▶

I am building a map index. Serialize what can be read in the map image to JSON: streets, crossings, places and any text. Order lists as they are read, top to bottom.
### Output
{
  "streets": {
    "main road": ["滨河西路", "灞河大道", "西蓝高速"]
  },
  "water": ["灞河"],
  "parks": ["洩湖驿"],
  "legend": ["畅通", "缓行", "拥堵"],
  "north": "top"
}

◀

Reproduce the material in full. Keep it identical to the original.

WRITTEN ANSWER:
I am building a map index. Serialize what can be read in the map image to JSON: streets, crossings, places and any text. Order lists as they are read, top to bottom.
### Output
{
  "streets": {
    "main road": ["滨河西路", "灞河大道", "西蓝高速"]
  },
  "water": ["灞河"],
  "parks": ["洩湖驿"],
  "legend": ["畅通", "缓行", "拥堵"],
  "north": "top"
}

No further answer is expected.